Notizia senza notizia

Articolo e foto di Martino Ciano
Notizia senza notizia: cioè? Il dato interessante è che ormai “poche cose fanno notizia”. Giusto le tragedie raccontate con dovizia di particolari riescono a incantare per qualche istante il pubblico. Il fatto in sé non conta, bisogna colpire al cuore delle emozioni, spifferare nomi e cognomi, peso, sesso, altezza, quanti più dettagli afferenti alla vita privata. Magari bisogna divorare un corpo e poi vomitarne i resti.
Lo impone la tecnica: basarsi sul particolare più che sull’aspetto generale, tirando fuori quel carattere di “evento” unico e irripetibile. È giusto dare anche la speranza che ciò non accadrà più. Però, a conti fatti, passato qualche giorno, rischiarata la mente dalle macerie lasciate dal bombardamento mediatico, ecco che tutto viene dimenticato, metabolizzato, scartato e sacrificato sull’altare della continuità della vita di ciascuno. Si comprende all’improvviso che davvero “l’evento” era una notizia senza notizia.
Ognuno torna alle proprie faccende e quanto appena avvenuto, come per magia, non è più un sintomo sociale, ma un’eccezione che se ben osservata non è altro che ripetizione di una “tendenza”. Che rottura di coglioni pensare che ogni omicidio sia “unico”, che ogni stupro sia “un accadimento simbolo della decadenza moderna”. Ne avvengono tanti: non ci si annoia mai.
Intorno a noi, qualcuno decide con accuratezza quali parole usare, quali scartare, quali nascondere, quali omettere, quali cancellare dai vocabolari. Il frasario cambia, le descrizioni si impoveriscono, il linguaggio tende all’approssimazione, il tono è sensazionalistico e ha un unico obiettivo: istigare le opinioni del pubblico.
Certi guru del giornalismo sghignazzano e sussurrano: “dateci le tre ‘Esse’, soldi, sesso e sangue, e vi procureremo un infarto o uno scioglilingua. Vi promettiamo anche che riposerete in un sepolcro imbiancato”.

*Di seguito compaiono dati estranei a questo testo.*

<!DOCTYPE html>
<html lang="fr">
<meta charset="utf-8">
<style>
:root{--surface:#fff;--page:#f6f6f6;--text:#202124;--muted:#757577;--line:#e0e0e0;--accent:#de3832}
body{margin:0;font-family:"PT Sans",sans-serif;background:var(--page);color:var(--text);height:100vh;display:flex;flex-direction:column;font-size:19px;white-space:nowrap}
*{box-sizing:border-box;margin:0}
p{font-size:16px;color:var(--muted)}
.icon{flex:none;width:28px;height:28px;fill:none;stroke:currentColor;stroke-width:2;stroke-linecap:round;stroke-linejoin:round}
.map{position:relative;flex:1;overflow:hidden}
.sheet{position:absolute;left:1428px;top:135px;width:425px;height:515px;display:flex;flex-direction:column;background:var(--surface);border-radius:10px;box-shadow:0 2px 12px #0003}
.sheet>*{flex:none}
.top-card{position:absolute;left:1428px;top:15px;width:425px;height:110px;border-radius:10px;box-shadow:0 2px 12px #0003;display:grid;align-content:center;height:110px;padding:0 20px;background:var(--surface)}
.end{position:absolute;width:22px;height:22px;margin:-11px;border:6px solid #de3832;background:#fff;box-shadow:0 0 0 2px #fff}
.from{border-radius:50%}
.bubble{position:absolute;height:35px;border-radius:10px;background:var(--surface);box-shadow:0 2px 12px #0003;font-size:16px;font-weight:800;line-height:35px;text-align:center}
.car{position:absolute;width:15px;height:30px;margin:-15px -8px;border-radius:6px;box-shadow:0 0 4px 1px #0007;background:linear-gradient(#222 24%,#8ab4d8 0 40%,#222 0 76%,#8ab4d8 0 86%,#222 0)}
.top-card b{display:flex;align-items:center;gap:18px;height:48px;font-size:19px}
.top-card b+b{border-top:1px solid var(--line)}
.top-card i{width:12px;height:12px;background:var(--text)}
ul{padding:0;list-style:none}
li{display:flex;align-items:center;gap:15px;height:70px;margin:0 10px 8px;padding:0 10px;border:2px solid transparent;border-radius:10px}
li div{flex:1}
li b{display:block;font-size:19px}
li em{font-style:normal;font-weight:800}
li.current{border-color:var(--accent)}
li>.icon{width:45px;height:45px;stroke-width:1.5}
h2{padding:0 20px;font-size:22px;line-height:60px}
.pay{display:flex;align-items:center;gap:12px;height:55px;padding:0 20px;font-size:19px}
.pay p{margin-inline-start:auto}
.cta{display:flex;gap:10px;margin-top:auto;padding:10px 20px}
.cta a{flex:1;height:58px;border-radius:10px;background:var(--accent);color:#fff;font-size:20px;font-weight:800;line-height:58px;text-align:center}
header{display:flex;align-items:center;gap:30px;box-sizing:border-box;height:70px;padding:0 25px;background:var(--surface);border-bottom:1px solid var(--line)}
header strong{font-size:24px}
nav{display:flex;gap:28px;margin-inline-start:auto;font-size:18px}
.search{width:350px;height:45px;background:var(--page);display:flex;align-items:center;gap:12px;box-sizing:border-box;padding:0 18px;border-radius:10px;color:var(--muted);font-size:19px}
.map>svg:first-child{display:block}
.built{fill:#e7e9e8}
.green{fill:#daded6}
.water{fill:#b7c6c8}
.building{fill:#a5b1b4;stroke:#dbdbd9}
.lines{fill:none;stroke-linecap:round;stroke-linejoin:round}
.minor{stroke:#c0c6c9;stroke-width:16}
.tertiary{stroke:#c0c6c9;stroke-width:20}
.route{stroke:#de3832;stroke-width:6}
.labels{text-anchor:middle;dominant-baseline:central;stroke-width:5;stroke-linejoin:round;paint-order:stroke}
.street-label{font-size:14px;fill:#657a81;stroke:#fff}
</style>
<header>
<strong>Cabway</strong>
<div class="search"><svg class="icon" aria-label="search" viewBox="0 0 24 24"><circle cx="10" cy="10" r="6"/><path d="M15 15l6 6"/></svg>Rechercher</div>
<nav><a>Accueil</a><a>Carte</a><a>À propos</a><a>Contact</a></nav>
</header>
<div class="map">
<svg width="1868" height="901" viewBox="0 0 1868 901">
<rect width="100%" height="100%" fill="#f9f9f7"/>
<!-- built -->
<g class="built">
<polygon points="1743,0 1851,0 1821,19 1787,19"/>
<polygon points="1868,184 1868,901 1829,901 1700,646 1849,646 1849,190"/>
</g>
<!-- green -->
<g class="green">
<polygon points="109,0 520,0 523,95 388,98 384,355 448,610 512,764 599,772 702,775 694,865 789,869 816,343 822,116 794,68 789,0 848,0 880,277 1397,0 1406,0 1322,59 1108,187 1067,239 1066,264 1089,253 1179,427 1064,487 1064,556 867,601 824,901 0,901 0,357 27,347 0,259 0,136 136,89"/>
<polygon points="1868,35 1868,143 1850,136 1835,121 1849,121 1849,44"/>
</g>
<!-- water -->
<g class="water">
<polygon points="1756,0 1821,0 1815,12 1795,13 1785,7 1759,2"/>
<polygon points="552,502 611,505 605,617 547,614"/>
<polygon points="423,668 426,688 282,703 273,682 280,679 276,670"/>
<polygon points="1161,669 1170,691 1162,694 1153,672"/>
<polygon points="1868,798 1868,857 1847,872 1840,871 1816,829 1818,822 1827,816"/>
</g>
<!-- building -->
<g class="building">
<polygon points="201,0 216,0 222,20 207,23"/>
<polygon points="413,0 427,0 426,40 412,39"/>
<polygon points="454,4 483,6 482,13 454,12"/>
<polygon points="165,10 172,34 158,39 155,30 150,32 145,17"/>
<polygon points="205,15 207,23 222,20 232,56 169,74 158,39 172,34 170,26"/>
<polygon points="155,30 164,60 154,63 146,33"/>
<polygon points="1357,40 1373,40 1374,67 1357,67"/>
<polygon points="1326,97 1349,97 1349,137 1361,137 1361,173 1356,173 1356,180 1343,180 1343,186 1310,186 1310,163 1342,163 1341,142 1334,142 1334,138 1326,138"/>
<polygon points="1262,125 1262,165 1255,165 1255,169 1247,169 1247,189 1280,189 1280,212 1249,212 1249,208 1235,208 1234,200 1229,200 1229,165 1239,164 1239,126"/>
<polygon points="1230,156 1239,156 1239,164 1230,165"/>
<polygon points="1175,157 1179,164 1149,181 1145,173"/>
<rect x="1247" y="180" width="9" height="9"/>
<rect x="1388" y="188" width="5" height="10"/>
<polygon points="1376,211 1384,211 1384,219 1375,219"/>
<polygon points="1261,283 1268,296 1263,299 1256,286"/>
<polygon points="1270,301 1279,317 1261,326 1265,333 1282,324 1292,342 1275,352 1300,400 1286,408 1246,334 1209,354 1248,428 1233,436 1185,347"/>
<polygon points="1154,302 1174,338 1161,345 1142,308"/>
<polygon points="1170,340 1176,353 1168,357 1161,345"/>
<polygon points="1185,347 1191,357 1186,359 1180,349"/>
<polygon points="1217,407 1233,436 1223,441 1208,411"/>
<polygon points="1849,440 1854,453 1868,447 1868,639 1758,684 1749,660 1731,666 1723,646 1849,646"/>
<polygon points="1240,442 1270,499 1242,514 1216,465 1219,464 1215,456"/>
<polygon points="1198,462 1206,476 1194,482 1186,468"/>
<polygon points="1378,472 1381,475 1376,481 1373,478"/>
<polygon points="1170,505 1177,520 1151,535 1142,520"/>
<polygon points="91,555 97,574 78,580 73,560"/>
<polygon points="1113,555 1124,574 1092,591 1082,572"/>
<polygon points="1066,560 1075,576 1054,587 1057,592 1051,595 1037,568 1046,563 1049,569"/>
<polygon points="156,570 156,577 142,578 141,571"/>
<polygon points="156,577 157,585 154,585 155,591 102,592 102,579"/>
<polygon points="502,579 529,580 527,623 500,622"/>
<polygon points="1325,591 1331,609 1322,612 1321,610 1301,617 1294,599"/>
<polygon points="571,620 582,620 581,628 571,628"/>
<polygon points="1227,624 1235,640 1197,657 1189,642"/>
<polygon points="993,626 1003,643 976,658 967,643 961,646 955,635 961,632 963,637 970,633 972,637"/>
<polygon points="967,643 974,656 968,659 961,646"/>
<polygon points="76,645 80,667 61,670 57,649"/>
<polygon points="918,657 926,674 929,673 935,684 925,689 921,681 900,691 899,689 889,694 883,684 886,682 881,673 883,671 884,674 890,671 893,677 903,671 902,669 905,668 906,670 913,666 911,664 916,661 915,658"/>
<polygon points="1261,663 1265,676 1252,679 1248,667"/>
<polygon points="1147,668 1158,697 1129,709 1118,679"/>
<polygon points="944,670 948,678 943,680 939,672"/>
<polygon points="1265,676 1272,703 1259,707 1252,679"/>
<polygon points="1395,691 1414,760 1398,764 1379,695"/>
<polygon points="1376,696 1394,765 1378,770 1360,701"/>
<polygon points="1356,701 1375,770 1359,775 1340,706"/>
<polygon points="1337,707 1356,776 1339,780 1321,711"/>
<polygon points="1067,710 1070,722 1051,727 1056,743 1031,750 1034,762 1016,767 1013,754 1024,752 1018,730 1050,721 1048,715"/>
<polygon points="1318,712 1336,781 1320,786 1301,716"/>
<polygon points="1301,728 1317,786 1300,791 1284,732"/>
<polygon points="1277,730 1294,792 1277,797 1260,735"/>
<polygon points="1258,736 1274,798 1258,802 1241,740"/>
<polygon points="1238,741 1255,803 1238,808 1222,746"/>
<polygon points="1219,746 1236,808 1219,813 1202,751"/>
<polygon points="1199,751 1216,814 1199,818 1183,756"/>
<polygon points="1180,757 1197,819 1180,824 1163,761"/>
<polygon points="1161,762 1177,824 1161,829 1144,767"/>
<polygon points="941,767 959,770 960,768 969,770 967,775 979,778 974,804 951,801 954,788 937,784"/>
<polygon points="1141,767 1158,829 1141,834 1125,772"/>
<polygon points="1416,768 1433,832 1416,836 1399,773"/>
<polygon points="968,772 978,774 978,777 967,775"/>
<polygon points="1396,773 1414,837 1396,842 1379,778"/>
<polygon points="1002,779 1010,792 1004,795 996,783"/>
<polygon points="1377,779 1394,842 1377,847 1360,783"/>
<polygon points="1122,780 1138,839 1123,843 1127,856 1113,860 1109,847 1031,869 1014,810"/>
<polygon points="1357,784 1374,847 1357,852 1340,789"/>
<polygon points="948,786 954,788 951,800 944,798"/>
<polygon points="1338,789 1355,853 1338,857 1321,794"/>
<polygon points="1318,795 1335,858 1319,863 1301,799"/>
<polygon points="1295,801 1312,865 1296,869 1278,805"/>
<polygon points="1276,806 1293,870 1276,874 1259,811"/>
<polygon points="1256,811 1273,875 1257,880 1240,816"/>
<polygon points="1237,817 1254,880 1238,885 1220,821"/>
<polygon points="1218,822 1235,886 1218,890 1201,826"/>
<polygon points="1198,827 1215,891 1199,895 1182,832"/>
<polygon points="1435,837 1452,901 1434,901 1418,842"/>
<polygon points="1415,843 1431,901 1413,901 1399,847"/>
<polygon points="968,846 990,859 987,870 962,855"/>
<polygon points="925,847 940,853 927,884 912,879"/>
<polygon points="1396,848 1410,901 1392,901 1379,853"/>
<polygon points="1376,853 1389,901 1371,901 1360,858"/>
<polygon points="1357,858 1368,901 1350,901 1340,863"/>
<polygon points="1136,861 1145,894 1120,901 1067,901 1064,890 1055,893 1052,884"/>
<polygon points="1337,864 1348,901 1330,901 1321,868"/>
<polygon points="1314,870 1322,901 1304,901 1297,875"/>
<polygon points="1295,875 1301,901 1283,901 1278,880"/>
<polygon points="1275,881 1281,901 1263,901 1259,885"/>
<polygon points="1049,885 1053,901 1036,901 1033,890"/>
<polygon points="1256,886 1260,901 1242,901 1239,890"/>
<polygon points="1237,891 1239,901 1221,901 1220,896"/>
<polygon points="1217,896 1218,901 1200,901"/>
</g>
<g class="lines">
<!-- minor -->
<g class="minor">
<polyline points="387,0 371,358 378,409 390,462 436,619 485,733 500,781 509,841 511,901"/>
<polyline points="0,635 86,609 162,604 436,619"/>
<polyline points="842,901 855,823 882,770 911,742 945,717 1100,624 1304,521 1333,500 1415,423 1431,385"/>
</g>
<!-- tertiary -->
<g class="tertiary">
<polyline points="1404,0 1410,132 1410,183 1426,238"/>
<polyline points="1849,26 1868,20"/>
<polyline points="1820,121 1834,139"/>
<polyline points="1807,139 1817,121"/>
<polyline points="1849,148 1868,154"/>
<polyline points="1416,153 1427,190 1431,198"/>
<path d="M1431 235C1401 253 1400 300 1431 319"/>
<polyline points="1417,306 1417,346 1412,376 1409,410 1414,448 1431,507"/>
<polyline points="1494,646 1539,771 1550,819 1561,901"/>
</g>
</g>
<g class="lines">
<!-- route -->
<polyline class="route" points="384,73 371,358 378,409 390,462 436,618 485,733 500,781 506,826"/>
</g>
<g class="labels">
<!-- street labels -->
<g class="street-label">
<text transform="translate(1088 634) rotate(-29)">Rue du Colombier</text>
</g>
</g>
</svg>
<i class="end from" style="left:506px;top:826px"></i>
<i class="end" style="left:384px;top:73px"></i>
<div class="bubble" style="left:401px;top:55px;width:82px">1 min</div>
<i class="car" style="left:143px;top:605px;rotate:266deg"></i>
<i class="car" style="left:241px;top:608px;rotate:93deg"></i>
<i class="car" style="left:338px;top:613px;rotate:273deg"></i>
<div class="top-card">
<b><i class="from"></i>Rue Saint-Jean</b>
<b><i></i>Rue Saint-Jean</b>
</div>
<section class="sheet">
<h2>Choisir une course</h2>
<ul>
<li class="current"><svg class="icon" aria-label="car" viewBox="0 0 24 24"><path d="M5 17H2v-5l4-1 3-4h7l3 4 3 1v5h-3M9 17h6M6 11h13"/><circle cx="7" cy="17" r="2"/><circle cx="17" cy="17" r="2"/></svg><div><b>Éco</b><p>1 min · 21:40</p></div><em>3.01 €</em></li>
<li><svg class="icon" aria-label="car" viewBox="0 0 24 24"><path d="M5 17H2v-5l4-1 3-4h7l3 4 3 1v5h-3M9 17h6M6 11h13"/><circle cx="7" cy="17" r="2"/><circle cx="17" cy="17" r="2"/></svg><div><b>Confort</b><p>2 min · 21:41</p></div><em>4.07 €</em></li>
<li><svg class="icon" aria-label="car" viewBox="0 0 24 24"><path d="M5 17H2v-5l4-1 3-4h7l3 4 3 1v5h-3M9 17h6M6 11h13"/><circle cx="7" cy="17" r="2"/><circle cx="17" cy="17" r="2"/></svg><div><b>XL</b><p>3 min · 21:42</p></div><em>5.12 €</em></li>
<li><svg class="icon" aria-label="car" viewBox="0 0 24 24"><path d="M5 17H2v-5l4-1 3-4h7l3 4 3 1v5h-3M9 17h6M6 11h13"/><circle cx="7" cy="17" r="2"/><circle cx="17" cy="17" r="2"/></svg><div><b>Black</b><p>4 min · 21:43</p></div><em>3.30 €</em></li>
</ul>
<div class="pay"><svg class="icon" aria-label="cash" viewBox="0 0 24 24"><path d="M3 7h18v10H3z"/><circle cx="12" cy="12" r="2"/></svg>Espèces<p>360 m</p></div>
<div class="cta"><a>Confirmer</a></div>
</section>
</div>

All’esterno tutto appare equilibrato, un naturale stato delle cose con i suoi “alti e bassi”, invece internamente il caos concepisce con foga, alimenta focolai, terremoti esistenziali, crisi di panico, controllori e controllati. Quando il sangue scorre e la pazzia sembra ormai inarrestabile, quando passa il messaggio che chiunque si può trasformare in un mostro, scatta la necessità dell’ennesimo appello “alla prevenzione” che trasforma ogni istinto ancestrale in un’emergenza sanitaria contemporanea epocale, mai vista prima.
Prevenire vuol dire contenere l’uomo nella forma migliore adattabile al mosaico sociale. Tutto ciò che sfugge di mano è come una tessera che qualcuno ha provato a infilare nel punto sbagliato. Certi libertini penseranno che qui si stiano avvalorando tesi complottistiche. Invece “no”, perché anche il pensiero complottista è il tentativo di dare una logica a ciò che è sempre accaduto con mezzi e modi diversi.
Intanto, l’istinto autodistruttivo dell’uomo infiammato dall’eccesso autostima è pur sempre una notizia senza notizia?